# Exercise directions
Pick out each line with the word "controls" from the material that follows.

_____

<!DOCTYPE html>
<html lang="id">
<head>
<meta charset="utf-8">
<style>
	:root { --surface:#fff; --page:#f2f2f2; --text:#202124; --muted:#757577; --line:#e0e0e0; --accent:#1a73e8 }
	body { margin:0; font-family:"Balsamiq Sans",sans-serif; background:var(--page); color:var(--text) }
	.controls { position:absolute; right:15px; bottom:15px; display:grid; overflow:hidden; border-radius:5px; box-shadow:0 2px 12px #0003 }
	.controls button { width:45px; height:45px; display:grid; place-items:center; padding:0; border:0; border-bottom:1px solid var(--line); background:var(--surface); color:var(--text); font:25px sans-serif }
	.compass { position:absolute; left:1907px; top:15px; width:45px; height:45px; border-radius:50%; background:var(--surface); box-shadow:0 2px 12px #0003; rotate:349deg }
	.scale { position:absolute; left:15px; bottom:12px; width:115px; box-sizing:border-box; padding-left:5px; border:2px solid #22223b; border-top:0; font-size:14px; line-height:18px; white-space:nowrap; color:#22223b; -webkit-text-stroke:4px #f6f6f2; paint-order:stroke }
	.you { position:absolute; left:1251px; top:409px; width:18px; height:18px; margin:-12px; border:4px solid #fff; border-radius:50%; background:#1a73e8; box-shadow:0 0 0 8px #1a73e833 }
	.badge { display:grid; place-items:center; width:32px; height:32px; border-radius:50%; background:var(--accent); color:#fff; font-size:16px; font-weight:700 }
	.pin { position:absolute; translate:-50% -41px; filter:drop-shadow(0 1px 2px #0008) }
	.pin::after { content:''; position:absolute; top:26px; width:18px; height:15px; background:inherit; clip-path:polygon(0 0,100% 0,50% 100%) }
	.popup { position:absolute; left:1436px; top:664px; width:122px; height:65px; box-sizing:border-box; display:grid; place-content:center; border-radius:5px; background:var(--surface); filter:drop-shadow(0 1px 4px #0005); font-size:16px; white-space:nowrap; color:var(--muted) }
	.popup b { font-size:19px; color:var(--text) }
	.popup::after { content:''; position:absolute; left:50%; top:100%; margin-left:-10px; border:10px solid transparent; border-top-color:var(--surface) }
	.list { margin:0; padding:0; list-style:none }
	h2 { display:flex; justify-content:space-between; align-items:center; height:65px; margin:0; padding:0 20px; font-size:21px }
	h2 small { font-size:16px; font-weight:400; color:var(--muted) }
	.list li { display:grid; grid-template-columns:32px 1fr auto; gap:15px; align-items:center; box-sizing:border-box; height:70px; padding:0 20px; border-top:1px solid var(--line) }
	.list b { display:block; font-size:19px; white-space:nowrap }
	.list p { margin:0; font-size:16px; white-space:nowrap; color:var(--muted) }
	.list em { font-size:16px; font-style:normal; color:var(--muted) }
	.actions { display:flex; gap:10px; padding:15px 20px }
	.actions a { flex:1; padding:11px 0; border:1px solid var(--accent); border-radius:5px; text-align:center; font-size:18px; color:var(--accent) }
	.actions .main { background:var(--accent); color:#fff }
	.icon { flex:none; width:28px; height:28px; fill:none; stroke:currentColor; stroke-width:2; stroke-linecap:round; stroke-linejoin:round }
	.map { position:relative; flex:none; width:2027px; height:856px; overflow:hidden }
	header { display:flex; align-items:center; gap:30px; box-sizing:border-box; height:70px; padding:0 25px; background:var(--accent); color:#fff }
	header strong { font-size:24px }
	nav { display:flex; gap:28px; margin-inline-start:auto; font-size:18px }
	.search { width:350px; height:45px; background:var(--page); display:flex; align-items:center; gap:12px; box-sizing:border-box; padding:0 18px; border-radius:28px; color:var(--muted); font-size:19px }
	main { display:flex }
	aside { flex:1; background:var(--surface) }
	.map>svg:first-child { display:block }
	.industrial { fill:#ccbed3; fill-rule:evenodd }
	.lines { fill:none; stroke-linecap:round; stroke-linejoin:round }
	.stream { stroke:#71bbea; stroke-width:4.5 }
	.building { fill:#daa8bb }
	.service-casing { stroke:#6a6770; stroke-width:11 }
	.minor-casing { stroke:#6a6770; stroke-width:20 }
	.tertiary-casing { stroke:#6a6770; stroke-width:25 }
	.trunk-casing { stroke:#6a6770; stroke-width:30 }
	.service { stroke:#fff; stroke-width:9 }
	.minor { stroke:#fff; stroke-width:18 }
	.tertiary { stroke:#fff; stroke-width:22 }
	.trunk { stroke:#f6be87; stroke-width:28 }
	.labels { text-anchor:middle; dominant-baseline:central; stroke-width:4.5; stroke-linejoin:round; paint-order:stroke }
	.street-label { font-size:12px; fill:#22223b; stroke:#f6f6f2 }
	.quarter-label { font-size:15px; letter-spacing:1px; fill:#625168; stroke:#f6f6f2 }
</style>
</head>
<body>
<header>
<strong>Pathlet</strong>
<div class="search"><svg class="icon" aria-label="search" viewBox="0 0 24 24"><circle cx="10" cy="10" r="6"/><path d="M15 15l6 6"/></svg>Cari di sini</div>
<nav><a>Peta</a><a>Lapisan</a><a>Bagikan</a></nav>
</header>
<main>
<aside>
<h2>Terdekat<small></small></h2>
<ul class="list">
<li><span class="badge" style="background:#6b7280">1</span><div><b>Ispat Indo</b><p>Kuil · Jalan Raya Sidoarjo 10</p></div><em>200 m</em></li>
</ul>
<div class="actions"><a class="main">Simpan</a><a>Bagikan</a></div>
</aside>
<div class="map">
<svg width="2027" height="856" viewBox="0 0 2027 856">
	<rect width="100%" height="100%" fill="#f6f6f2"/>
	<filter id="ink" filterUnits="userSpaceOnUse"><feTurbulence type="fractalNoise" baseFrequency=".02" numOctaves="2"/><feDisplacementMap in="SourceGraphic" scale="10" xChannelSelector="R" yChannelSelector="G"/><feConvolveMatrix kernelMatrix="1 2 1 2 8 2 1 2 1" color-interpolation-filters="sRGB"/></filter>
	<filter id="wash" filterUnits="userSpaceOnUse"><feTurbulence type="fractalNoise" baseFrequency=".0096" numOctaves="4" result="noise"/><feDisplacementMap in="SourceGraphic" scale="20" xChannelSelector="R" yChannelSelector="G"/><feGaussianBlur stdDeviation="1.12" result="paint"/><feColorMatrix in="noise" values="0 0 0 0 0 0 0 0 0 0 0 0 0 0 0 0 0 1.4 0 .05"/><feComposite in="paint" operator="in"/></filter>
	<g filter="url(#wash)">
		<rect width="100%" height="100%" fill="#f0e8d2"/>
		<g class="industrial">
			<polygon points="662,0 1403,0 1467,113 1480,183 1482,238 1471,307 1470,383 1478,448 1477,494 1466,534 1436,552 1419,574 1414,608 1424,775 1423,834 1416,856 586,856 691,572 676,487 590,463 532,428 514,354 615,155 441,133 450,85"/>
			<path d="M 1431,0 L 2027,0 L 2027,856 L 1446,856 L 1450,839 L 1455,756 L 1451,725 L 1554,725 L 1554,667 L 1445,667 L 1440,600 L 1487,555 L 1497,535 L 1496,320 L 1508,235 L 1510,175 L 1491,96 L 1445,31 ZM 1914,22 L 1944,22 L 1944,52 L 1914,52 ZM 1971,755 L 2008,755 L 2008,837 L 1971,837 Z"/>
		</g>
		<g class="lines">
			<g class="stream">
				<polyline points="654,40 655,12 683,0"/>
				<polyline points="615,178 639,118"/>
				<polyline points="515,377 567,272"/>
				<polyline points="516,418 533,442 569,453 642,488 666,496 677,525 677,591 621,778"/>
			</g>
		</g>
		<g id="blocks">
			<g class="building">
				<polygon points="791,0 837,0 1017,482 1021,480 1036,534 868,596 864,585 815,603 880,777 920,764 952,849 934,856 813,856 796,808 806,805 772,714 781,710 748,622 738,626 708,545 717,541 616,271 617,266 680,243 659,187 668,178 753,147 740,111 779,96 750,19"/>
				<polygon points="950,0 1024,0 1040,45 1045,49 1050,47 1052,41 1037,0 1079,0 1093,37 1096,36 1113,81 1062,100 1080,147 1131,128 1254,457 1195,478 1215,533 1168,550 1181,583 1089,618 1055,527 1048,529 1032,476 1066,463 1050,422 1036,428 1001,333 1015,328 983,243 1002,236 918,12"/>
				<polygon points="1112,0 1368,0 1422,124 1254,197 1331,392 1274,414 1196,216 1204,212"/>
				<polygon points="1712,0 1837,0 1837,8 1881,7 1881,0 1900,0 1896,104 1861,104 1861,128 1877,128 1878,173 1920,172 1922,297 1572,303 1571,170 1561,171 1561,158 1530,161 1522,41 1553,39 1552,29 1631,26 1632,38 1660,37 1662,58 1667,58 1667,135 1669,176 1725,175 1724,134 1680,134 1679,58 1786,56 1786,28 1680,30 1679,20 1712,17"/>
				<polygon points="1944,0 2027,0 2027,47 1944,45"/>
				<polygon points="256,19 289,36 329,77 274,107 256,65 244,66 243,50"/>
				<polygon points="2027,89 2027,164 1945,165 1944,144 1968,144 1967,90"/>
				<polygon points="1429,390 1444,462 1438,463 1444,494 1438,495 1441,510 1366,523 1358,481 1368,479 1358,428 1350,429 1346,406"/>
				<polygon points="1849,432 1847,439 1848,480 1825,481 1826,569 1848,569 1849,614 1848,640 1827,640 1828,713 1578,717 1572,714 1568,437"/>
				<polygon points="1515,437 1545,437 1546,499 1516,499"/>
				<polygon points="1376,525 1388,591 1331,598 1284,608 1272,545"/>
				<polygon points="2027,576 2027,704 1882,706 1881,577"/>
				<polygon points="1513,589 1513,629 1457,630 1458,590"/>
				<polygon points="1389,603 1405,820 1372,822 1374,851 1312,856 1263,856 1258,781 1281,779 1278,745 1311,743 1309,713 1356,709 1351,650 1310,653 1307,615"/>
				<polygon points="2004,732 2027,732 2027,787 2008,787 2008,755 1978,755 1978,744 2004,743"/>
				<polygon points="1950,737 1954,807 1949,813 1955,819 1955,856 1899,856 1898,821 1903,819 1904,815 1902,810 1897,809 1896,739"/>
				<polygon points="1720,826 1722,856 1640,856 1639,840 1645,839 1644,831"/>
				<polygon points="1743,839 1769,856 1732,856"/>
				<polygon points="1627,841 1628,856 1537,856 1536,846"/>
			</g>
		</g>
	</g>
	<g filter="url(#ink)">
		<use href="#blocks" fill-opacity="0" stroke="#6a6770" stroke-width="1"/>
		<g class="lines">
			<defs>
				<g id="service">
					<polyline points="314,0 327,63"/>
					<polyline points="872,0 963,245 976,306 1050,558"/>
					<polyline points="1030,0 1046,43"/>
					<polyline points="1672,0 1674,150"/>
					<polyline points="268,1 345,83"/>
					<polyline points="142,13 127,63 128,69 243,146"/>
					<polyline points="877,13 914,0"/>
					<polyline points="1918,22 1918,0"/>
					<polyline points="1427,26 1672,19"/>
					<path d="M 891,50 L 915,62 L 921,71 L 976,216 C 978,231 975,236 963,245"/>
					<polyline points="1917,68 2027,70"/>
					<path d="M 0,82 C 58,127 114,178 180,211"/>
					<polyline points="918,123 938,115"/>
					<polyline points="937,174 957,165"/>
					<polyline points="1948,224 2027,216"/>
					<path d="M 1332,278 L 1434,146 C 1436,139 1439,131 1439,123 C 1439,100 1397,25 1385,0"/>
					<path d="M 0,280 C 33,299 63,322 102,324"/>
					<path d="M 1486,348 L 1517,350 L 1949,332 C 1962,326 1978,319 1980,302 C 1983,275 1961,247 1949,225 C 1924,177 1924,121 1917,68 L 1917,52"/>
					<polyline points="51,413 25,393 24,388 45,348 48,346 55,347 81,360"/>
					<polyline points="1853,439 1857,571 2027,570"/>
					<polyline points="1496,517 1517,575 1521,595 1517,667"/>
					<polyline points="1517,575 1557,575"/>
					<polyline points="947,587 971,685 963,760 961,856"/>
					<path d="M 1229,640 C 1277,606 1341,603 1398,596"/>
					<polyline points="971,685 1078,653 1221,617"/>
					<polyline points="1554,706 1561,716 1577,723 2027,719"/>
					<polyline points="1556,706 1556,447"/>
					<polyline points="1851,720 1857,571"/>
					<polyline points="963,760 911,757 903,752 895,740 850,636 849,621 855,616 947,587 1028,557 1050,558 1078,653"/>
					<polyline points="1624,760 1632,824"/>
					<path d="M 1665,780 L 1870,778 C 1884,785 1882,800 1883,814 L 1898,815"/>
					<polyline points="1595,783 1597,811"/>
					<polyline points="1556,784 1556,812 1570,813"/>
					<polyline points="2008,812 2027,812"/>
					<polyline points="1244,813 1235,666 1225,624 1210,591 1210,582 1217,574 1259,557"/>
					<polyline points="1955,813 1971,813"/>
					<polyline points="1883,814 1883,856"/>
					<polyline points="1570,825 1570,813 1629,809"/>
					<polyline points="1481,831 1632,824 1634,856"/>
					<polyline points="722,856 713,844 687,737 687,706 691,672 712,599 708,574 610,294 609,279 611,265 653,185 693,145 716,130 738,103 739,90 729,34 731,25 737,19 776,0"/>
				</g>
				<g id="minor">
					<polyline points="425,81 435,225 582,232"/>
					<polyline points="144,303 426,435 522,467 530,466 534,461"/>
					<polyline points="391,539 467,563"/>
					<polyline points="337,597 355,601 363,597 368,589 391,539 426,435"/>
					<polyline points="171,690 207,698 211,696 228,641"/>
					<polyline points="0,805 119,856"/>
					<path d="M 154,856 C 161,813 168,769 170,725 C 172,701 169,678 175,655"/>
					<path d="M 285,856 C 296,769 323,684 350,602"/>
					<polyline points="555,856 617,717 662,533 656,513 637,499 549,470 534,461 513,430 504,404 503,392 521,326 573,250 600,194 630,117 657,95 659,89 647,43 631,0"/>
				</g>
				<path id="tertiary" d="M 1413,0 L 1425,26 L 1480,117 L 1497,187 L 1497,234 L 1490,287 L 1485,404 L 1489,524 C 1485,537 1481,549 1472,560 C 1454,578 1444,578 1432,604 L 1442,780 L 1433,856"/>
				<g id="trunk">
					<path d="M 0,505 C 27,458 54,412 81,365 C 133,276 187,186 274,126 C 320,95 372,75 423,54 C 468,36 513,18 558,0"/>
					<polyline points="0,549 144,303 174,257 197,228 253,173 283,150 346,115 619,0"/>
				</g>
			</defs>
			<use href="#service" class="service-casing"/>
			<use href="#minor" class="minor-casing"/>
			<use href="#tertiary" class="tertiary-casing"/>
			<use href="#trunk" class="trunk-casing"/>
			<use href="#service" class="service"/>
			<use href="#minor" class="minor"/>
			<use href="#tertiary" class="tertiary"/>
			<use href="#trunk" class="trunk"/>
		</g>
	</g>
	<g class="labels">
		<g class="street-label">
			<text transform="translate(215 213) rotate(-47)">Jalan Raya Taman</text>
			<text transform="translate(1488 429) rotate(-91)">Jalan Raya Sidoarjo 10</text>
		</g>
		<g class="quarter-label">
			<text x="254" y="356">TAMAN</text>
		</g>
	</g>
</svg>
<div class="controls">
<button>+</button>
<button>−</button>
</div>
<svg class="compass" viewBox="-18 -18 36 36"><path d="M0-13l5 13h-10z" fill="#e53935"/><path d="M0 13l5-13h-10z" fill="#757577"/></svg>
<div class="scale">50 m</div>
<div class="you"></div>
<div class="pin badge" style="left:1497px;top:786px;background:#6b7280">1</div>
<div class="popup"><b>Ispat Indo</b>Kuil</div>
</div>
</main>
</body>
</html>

_____

# Exercise answer
	.controls { position:absolute; right:15px; bottom:15px; display:grid; overflow:hidden; border-radius:5px; box-shadow:0 2px 12px #0003 }
	.controls button { width:45px; height:45px; display:grid; place-items:center; padding:0; border:0; border-bottom:1px solid var(--line); background:var(--surface); color:var(--text); font:25px sans-serif }
<div class="controls">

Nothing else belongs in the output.